Ah yes, just wait 2 weeks, just wait a month, just wait 2 months. Didn't you tell us this for Easter, Memorial Day? But why not for BLM protest or Juneteeth celebrations? No covid there right? But we continue to tell the African American community they are at the highest risk for this racist virus. We have zero leadership from the White House, Zero Leadership from either party in the house or senate just a bunch of infighting and BS. Trump sucks, Biden sucks I'm voting for Monty Brewster at least it will be a damn party
 
Today marks the 14th day since Florida saw the big jump in daily cases...so far so good.. mortality rate not jumping...maybe we learned a valuable lesson...don't put COVID patients into nursing homes
nope just ask EL people are gonna die in 17 days from now and it will be worse than NY, EL 17 days from now "just wait 2 weeks"
 
Symptomatic and a swab up your nare. They usually run a respiratory viral panel with it.

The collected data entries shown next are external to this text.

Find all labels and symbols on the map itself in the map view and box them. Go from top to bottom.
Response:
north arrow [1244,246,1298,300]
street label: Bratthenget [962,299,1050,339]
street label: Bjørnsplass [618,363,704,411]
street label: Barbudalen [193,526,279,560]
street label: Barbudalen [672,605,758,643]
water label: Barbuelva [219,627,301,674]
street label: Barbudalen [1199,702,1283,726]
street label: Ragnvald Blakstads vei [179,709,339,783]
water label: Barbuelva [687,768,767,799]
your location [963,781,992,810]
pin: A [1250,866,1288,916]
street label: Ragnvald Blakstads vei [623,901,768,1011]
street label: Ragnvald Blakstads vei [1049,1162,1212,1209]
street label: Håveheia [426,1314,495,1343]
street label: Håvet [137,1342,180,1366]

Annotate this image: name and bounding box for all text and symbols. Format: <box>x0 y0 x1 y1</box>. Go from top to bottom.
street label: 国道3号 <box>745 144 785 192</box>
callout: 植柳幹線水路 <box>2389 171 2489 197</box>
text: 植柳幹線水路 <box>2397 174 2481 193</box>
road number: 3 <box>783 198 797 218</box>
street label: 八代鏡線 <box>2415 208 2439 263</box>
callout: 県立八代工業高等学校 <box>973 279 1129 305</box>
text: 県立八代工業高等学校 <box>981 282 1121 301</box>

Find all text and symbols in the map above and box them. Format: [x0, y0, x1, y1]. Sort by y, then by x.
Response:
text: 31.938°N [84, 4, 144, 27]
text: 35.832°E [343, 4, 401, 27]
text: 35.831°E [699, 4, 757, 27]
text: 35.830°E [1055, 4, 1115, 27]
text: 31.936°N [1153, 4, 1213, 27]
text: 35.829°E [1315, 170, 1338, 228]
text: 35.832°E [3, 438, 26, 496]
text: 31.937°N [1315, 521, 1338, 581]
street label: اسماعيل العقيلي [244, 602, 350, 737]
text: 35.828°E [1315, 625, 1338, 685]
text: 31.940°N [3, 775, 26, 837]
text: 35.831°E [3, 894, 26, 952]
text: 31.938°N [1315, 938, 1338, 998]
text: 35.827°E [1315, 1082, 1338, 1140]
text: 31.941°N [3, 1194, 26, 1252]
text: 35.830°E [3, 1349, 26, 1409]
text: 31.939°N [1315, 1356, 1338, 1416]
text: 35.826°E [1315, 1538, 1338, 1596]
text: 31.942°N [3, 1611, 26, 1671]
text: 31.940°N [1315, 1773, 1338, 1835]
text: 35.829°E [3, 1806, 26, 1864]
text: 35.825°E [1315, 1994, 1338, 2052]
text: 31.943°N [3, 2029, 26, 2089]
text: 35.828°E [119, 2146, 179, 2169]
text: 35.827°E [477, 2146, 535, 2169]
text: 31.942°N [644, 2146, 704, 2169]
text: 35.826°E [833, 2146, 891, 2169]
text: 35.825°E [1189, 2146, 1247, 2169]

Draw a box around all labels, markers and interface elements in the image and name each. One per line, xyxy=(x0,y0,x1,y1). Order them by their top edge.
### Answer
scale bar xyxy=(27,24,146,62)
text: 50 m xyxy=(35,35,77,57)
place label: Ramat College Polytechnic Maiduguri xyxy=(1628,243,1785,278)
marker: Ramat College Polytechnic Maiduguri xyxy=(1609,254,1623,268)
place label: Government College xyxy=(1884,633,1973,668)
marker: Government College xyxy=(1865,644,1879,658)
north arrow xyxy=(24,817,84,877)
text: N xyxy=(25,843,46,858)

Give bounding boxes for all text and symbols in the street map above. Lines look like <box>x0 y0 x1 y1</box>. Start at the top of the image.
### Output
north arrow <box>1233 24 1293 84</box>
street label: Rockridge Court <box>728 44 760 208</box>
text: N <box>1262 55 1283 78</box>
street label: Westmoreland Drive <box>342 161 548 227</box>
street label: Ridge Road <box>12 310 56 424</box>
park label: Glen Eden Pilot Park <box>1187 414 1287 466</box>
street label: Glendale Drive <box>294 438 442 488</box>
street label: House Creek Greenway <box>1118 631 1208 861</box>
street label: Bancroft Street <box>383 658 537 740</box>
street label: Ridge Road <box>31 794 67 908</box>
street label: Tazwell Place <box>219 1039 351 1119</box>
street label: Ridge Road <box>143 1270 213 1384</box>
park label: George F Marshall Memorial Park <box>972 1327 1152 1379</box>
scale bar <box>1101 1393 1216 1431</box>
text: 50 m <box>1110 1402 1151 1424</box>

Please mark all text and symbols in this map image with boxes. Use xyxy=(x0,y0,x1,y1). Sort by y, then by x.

By “criteria for obtaining the test,” I meant “who gets tested?”

Going to the ED or your PCP with flu-like symptoms in 2018 did not necessarily mean you were getting tested for flu. Particularly for pediatric care providers, but in my experience, that extends to healthy adults and even some unhealthy adults.

Also the ratio of people seeking treatment for the flu, a common illness with a fairly well established and low rate of negative outcomes, is probably going to be lower than for a novel illness with nonstop news coverage about how scary and deadly it is.

I’m sure there are similar difficultIt’s with precisely quantify Covid cases, but we extrapolate flu numbers for a reason. Until we know enough to do the same with COVID, it’s a bad comparison in either direction. And when we get to the point where we can do that, the comparison probably becomes superfluous.
 
It's not intended to be a reasonable way of calculating flu impacts.

The intent is to highlight the role testing plays in such metrics of "mortality rate."

It clearly highlights how case capture skews this metric and why it isn't that worthwhile.
Ok. It appears I misunderstood some aspects of the conversation. Apologies to @LouderVol, although I think I ended up supporting his point.